Last Updated: January 17, 2016 

GCYFA News Herald Story

Youth football association formed

News Herald Writer 747-5069 | 

(printed July 17, 2009)

    Bay County wasn’t without a youth football organization for long. A couple of months after the stresses of the economy forced the Gulf Coast Midget Football League to fold in May, the presidents of eight area youth leagues formed the Gulf Coast Youth Football Association. 
   Under the GCYFA umbrella, the Callaway Rebels, Hiland Park Razorbacks, Millville Warriors, Parker Pirates, Forest Park Raptors, Lynn Haven Raiders, Panama City Beach Barracudas and the Springfield Panthers will play football and be supported by cheerleading squads. 
“We felt because of some of the decisions that have been made
previously and things like that, we felt it better to start new, but at the same time we didn’t want to totally scrap the Gulf Coast name because it has been around for a long time,” said Darrell Johnson, athletic director for the Barracudas and the league’s rules commissioner. “We wanted to preserve some of the heritage, but at the same time we wanted to let parents, kids, coaches and everybody know this is a new ballgame.” GCYFA president Ty Steele said the new organization’s focus is to make the kids its priority.  “We changed so much,” Steele said. “We made it more organized. More structured. I think people will get more out of this for their money.”  The cost for football players is between $125-150. Cheerleading costs are less, but parents pay for uniforms.
    Among the most noticeable changes will be the decrease in out-of-area kids on each team. Last year waivers enabled five nonresidents to play on each team, and that was changed to four this year.  The other major change came in the weight classes. The Tiny Mite division is open to kids ages 5-7 who weigh a maximum of 75 pounds. The Mitey Mite division is open to ages 7-9 who weigh a maximum of 90 pounds. Pee Wees are players ages 9-11 who weigh up to 120 pounds and 12-year-olds who weigh a maximum of 100 pounds. The oldest division, Junior Varsity, is open to ages 10-13 who weigh a maximum of 135 pounds. The cheerleading age groups mirror the football limits, and girls are welcome to play football as the boys are welcome to cheer, Johnson said. 
    Some of the rules were also altered slightly.  In JV, punts only can be rushed by four players between the guards and the ends.  Teams have 10 seconds during field goals and extra points to snap the ball and kick. If the holder has to get out of his crouch, the ball is whistled dead.  The JV division is not allowed to have a coach on the field, whereas the other three divisions are.  In an attempt to keep the rules effective, Johnson said the board voted to keep all changes in place for at least two years and any attempts to change the rules for the next season must be made before Oct. 1.  

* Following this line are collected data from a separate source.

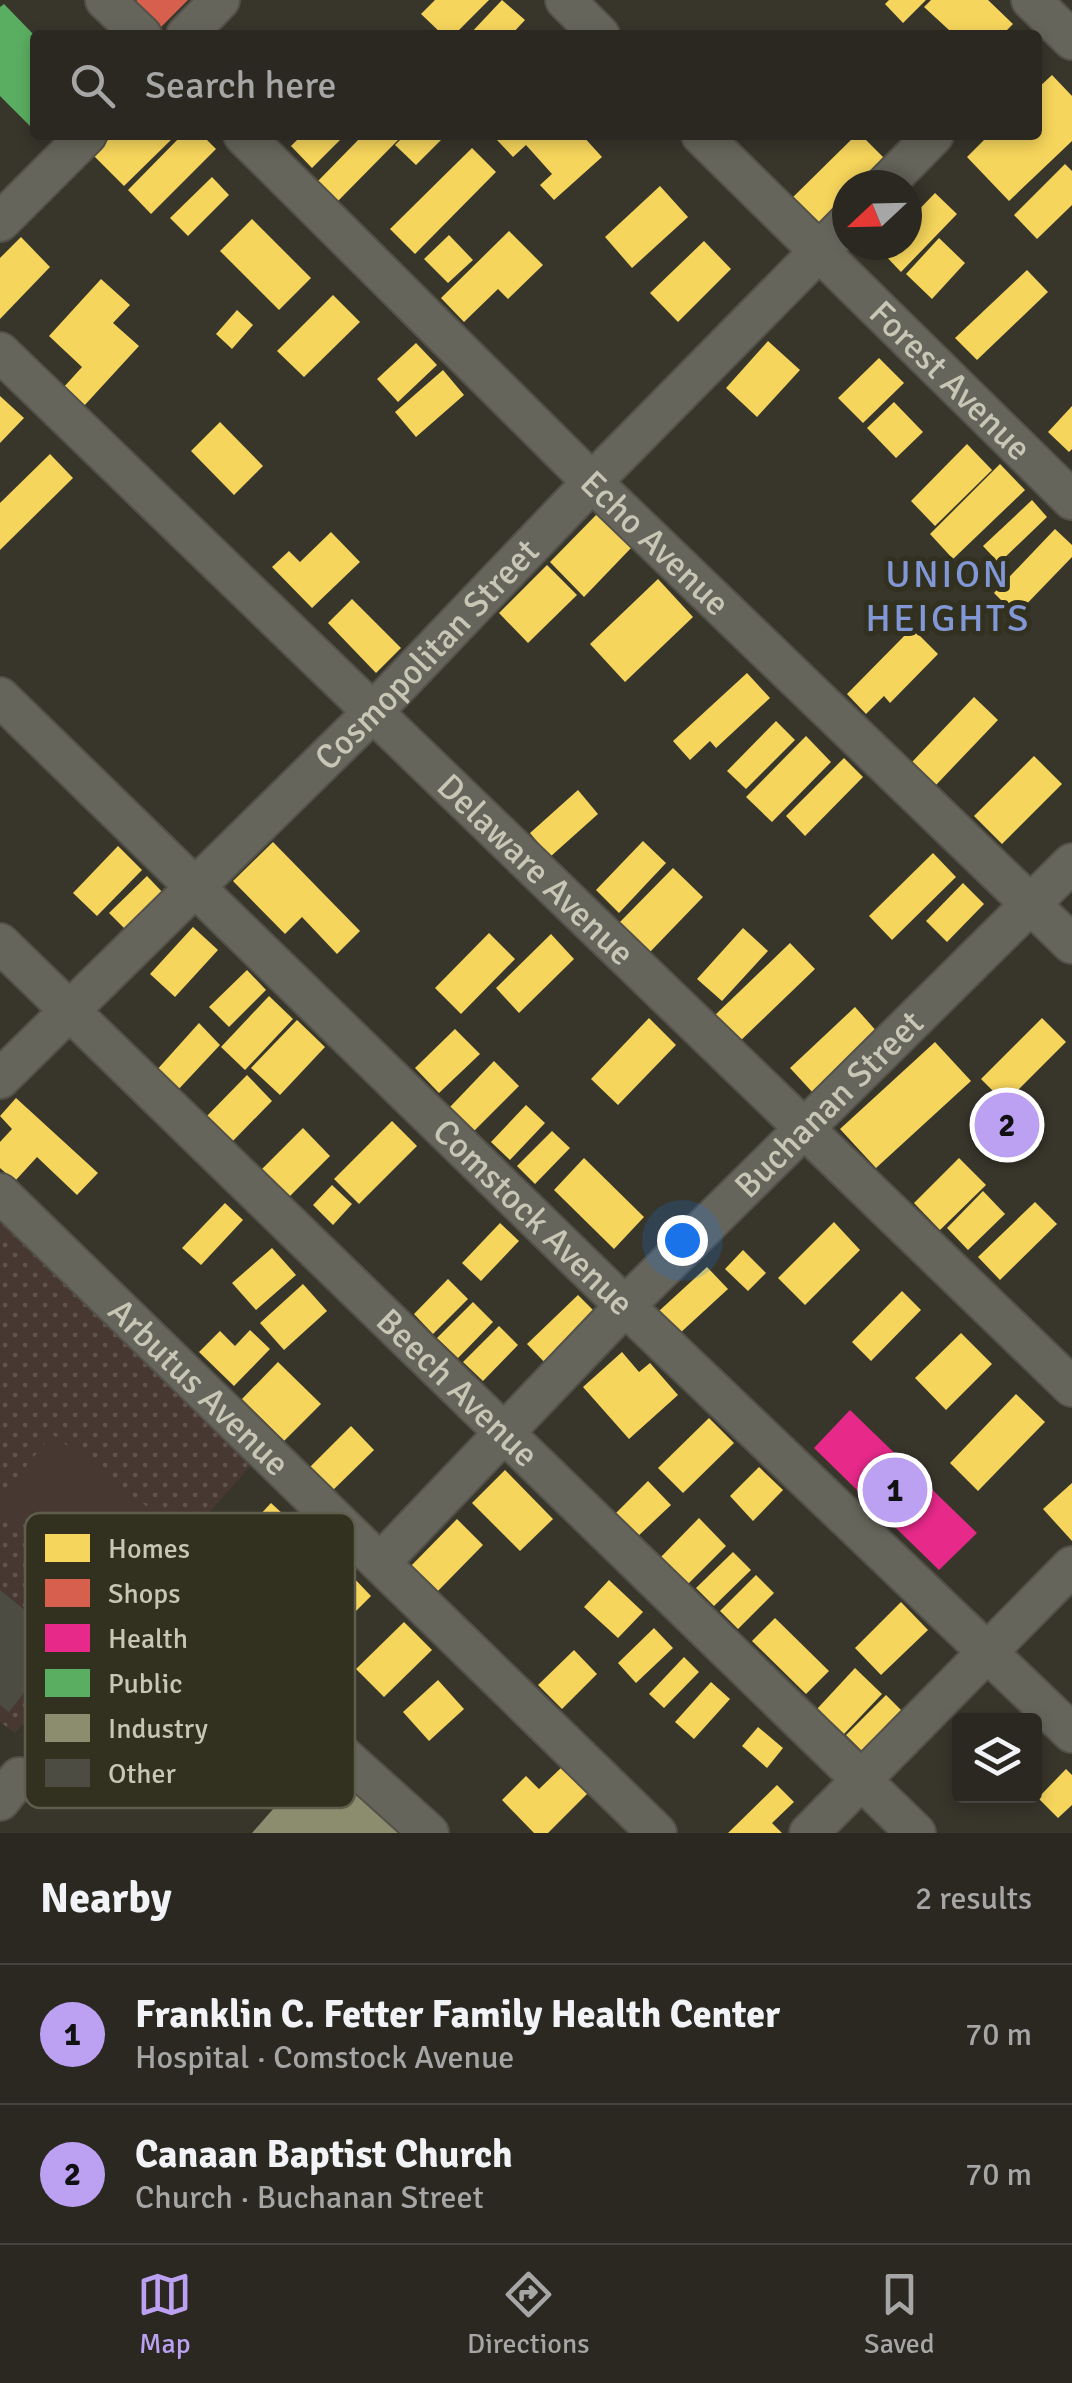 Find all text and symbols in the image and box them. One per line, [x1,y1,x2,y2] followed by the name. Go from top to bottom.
[30,30,1042,140] search box
[65,58,120,113] icon: search
[145,62,337,109] text: Search here
[832,170,922,260] north arrow
[861,291,1040,469] street label: Forest Avenue
[572,461,739,624] street label: Echo Avenue
[305,530,548,779] street label: Cosmopolitan Street
[865,551,1031,642] district label: UNION HEIGHTS
[428,765,644,974] street label: Delaware Avenue
[725,1001,932,1207] street label: Buchanan Street
[974,1088,1040,1162] pin: 2
[424,1109,643,1324] street label: Comstock Avenue
[657,1215,708,1266] your location
[100,1289,299,1485] street label: Arbutus Avenue
[368,1299,548,1476] street label: Beech Avenue
[862,1452,928,1528] pin: 1
[25,1513,355,1808] legend
[108,1532,190,1566] text: Homes
[108,1577,180,1611] text: Shops
[108,1622,188,1656] text: Health
[108,1667,182,1701] text: Public
[108,1712,208,1746] text: Industry
[952,1713,1042,1803] map controls
[952,1713,1042,1803] button: layers
[108,1757,176,1791] text: Other
[40,1873,172,1924] text: Nearby
[915,1879,1032,1918] text: 2 results
[135,1991,780,2038] text: Franklin C. Fetter Family Health Center
[64,2015,81,2054] text: 1
[965,2015,1032,2054] text: 70 m
[135,2038,514,2077] text: Hospital · Comstock Avenue
[135,2131,513,2178] text: Canaan Baptist Church
[64,2155,81,2194] text: 2
[965,2155,1032,2194] text: 70 m
[135,2178,484,2217] text: Church · Buchanan Street
[137,2267,192,2361] tab: Map
[467,2267,589,2361] tab: Directions
[864,2267,935,2361] tab: Saved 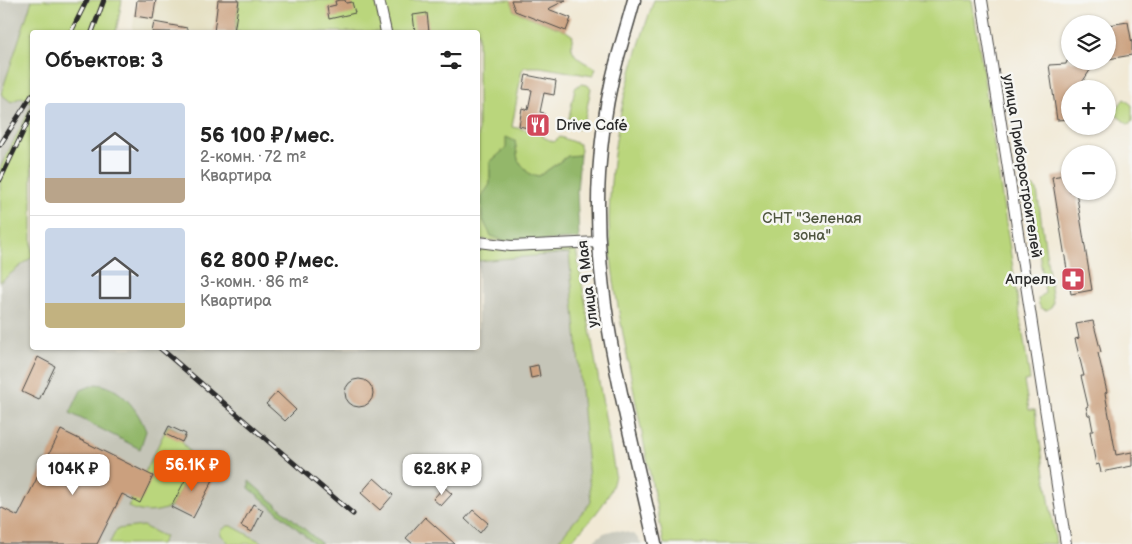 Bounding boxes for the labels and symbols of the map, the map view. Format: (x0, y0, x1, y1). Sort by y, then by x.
street label: улица Приборостроителей (998, 73, 1046, 259)
restaurant icon: Drive Café (525, 112, 551, 138)
place label: Drive Café (556, 116, 628, 135)
park label: СНТ "Зеленая зона" (762, 209, 862, 245)
street label: улица 9 Мая (573, 239, 603, 329)
pharmacy icon: Апрель (1060, 266, 1086, 292)
place label: Апрель (1004, 270, 1057, 289)
pin: 56.1K ₽ (146, 450, 238, 492)
pin: 104K ₽ (32, 454, 114, 496)
pin: 62.8K ₽ (396, 454, 488, 496)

    “Many of us had been involved with the old league for several years and had our kids play in it, but the slate needed to be wiped clean, so to say,” Johnson said. “A lot of kids over the years have worked hard to keep that league going.  “We needed structure and we needed a place to keep new people from coming in and changing rules. We were able to get together and take what we already had in our minds and those that have looked at them improved the bylaws and the rules to protect the organizations and make it better for the kids.”